Ruth only nodded; it seemed if she spoke she would have to cry out what she felt--that in common decency she ought to be let alone now as any worn-out thing should be let alone, that it was not fair--humane--to talk to her now. But of course she could not make that clear to Harriett, and with it all she did wonder what it was Harriett had to say. So she only looked at her sister as if waiting. Harriett looked away from her for an instant before she began to speak: Ruth's eyes were so tired, so somber; there was something very appealing about her face as she waited for the new thing that was to be said to her.

"I have felt terribly, Ruth," Harriett finally began, as if forcing herself to do so, "about the position in which we are as a family. I'll not go into what brought it about--or anything like that. I haven't come to talk about things that happened long ago, haven't come with reproaches. I've just come to see if, as a family, we can't do a little better about things as they are now."

She paused, but Ruth did not speak; she was very still now as she waited. She did not take her eyes from Harriett's face.

"Mother and father are gone, Ruth," Harriett went on in a low voice, "and only we children are left. It seems as if we ought to do the best we can for each other." Her voice quivered and Ruth's intense eyes, which did not leave her sister's face, dimmed. She continued to sit there very still, waiting.

"I had a feeling," Harriett went on, "that father's doing what he did was as a--was as a sign, Ruth, that we children should come closer together. As if father couldn't see his way to do it in his lifetime, but did this to leave word to us that we were to do something. I took it that way," she finished simply.

Ruth's eyes had brimmed over; but still she did not move, did not take her eyes from her sister's face. She was so strange--as if going out to Harriett and yet holding herself ready at any moment to crouch back.

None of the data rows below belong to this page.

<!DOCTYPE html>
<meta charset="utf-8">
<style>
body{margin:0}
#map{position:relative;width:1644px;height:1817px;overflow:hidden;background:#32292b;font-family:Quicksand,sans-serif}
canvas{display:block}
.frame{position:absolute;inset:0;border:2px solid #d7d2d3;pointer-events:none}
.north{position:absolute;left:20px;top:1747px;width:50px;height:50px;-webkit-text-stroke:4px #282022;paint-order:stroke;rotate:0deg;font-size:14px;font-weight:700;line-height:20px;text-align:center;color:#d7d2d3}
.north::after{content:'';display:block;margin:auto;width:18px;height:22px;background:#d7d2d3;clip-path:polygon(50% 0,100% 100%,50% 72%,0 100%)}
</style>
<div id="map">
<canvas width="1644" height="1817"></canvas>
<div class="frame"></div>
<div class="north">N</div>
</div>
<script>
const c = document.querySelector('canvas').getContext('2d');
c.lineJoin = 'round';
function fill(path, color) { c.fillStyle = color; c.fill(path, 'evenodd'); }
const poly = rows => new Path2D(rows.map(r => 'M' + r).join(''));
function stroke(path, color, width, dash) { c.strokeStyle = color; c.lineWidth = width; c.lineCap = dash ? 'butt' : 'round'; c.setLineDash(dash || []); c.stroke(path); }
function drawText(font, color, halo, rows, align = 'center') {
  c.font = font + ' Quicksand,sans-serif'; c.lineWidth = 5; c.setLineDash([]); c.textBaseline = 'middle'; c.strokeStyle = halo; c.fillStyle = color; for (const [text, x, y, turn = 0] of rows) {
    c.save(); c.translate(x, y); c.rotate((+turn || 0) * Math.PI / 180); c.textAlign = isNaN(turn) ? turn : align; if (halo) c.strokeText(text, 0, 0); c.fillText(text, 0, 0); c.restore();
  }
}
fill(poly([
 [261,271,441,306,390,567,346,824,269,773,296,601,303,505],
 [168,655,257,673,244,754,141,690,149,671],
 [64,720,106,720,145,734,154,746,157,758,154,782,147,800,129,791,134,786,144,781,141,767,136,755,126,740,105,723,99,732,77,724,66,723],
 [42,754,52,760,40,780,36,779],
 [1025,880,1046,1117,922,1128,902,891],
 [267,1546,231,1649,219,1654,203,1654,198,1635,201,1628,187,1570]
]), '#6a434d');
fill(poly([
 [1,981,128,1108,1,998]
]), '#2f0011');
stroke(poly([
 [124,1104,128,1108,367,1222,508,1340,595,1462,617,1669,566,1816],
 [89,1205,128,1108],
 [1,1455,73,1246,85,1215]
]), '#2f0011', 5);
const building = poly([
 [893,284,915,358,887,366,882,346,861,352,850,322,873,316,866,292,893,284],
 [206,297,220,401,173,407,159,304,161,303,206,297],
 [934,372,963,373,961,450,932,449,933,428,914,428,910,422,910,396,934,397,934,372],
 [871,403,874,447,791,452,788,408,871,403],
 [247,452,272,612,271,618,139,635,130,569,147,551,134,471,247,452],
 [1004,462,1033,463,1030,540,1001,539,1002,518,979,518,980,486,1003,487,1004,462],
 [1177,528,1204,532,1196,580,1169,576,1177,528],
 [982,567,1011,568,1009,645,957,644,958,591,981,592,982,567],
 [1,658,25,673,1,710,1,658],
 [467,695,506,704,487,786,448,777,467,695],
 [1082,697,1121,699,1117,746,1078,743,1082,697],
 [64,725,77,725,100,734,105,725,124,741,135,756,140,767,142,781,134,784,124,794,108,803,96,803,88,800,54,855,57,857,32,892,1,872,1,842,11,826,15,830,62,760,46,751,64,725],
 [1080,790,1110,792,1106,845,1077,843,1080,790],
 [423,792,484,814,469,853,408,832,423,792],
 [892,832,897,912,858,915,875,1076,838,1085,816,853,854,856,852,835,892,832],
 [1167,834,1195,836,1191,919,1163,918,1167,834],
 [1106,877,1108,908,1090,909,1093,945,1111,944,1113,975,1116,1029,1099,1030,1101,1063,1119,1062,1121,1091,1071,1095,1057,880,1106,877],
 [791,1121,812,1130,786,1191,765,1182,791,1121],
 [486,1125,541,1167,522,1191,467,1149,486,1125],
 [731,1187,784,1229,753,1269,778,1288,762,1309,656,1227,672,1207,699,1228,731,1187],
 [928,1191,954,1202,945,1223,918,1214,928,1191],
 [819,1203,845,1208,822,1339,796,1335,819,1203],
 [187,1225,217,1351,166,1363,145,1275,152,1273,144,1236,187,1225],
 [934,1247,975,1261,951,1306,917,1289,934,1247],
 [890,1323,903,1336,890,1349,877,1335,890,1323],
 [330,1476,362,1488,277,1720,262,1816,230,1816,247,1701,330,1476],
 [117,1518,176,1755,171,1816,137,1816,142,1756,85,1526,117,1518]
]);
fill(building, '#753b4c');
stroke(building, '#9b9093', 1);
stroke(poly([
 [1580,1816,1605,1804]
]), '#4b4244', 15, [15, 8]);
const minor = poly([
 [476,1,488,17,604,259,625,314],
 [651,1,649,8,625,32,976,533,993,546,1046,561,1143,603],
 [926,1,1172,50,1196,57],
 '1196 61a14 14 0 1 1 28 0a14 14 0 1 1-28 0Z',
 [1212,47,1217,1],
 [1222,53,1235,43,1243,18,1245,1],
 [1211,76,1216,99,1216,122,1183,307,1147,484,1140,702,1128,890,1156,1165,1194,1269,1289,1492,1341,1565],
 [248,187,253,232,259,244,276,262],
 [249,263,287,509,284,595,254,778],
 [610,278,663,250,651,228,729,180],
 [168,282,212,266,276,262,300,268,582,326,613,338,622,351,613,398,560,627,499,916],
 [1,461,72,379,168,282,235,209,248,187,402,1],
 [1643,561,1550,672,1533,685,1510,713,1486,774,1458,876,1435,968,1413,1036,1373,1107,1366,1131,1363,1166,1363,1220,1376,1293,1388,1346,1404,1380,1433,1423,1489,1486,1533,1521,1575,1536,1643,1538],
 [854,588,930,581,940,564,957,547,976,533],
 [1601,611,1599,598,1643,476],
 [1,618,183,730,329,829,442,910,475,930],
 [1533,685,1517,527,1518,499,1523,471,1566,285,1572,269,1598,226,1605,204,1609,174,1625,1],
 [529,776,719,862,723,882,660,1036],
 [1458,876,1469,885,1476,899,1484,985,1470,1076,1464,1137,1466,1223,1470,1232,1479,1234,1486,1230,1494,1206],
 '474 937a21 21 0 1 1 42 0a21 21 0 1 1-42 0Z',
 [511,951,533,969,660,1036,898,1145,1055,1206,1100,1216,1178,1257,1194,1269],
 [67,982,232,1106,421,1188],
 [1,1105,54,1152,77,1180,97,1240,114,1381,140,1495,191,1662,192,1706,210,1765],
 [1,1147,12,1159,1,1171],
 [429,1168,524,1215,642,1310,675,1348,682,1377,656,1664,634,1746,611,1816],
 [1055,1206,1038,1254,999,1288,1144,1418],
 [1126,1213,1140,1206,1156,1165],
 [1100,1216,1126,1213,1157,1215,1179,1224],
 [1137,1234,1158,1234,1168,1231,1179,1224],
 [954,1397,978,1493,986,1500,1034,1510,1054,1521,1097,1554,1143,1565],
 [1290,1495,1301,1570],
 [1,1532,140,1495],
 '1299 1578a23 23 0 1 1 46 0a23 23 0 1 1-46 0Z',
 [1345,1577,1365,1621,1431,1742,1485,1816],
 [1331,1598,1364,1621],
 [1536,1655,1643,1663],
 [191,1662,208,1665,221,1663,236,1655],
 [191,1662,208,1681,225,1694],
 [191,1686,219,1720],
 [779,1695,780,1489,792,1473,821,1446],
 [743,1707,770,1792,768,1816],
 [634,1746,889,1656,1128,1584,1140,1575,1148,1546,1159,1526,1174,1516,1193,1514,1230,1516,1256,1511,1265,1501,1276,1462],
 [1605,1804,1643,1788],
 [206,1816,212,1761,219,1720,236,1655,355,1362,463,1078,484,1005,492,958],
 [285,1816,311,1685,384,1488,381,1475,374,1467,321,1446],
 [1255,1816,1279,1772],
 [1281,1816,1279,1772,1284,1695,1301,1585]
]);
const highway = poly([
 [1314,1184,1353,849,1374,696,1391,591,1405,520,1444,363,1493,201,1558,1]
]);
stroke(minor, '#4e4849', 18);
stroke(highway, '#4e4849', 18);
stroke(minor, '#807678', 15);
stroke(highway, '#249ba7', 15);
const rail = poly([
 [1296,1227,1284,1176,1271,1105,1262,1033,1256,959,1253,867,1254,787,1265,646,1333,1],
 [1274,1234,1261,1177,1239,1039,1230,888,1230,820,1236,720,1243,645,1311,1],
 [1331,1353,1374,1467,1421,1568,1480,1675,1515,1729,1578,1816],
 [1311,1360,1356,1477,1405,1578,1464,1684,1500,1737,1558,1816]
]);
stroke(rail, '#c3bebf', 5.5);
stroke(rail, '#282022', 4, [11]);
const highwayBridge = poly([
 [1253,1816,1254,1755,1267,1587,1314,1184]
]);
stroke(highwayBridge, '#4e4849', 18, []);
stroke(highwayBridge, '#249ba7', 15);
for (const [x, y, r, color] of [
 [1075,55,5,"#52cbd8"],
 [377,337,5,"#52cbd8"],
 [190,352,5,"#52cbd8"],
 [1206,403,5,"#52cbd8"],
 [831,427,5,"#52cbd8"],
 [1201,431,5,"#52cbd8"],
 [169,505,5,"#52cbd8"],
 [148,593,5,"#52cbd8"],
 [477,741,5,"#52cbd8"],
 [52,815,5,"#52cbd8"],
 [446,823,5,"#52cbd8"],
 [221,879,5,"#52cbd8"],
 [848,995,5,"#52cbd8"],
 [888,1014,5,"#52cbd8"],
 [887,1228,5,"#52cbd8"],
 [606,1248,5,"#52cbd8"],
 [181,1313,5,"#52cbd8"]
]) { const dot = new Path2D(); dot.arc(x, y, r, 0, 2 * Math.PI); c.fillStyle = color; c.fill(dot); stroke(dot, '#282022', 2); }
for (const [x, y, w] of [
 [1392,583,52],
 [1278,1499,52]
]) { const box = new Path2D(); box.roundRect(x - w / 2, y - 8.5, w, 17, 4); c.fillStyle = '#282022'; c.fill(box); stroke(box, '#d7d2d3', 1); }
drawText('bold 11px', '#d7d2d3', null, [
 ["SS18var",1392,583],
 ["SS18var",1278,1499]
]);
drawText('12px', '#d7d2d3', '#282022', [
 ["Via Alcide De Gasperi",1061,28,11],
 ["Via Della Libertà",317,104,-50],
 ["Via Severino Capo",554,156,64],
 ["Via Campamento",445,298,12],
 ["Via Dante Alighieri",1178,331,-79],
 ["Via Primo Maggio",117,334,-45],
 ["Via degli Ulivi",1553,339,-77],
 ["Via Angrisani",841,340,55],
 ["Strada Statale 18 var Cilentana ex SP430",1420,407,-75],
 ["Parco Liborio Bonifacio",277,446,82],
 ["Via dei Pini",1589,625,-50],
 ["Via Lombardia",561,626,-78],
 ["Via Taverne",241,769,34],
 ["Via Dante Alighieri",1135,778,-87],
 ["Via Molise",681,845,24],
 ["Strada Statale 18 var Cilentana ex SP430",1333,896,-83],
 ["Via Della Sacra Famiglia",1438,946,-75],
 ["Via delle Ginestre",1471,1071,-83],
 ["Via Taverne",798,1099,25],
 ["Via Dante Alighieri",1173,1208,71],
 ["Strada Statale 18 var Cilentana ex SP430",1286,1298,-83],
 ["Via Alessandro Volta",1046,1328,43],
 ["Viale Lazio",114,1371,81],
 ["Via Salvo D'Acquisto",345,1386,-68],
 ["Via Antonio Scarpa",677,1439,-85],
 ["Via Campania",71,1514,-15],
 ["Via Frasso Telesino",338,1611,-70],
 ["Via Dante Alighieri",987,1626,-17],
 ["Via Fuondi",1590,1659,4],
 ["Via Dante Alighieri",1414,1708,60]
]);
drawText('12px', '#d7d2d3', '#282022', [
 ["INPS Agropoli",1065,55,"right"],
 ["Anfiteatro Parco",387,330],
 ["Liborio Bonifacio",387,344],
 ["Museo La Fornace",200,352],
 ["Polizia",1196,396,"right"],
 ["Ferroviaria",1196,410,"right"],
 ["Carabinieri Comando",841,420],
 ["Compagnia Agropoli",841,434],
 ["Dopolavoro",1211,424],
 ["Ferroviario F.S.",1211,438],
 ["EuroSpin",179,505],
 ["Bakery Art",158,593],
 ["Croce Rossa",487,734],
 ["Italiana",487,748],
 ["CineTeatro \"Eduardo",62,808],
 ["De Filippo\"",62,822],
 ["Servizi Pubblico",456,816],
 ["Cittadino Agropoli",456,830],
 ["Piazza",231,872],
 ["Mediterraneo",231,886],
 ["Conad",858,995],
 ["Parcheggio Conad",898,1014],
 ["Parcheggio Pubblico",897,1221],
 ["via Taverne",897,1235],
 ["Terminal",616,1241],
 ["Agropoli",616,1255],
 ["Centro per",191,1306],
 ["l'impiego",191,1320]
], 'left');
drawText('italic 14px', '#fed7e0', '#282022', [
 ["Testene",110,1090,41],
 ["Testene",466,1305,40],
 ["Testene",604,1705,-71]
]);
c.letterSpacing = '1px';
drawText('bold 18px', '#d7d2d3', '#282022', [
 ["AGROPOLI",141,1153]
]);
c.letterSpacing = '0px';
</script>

"And so," Harriett pursued, all the while in that low voice, "that is the way I talked to Edgar and Cyrus. I didn't bring Ted into it," she said, more in her natural way, "because he's just a boy, and then--" she paused as if she had got into something that embarra.s.sed her--"well, he and Cyrus not feeling kindly toward each other just now I thought I could do better without Ted."

Ruth flushed slightly at the mention of the feeling between her brothers; but still she did not speak, scarcely moved.

Harriett was silent a moment. "That's one of the reasons," she took it up, "why I am anxious to do something to bring us together. I don't want Ted to be feeling this way toward Cyrus. And Edgar, too, he seems to be very bitter against. It makes him defiant. It isn't good for him. I think Ted has a little disposition to be wild," she said in a confidential tone.

Ruth spoke then. "I hadn't noticed any such disposition," she said simply.

"Well, he doesn't go to church. It seems to me he doesn't--accept things as he ought to."

Ruth said nothing to that, only continued to look at her sister, waiting.

"So I talked to them," Harriett went on. "Of course, Ruth, there's no use pretending it was easy. You know how Cyrus feels; he isn't one to change much, you know." She turned away and her hand fumbled in a little patch of clover.

"But we do want to do something, Ruth," she came back to it. "We all feel it's terrible this way. So this is what Edgar proposed, and Cyrus agreed to it, and it seems to me the best thing to do." She stopped again, then said, in a blurred sort of voice, fumbling with the clover and not looking at Ruth: "If you will leave the--your--if you will leave the man you are--living with, promising never to see him again,--if you will give that up and come home we will do everything we can to stand by you, go on as best we can as if nothing had happened. We will try to--"

She looked up--and did not go on, but flushed uncomfortably at sight of Ruth's face--eyes wide with incredulity, with something like horror.

"You don't _mean_ that, do you, Harriett?" Ruth asked in a queer, quiet voice.

"But we wanted to do something--" Harriett began, and then again halted, halted before the sudden blaze of anger in Ruth's eyes.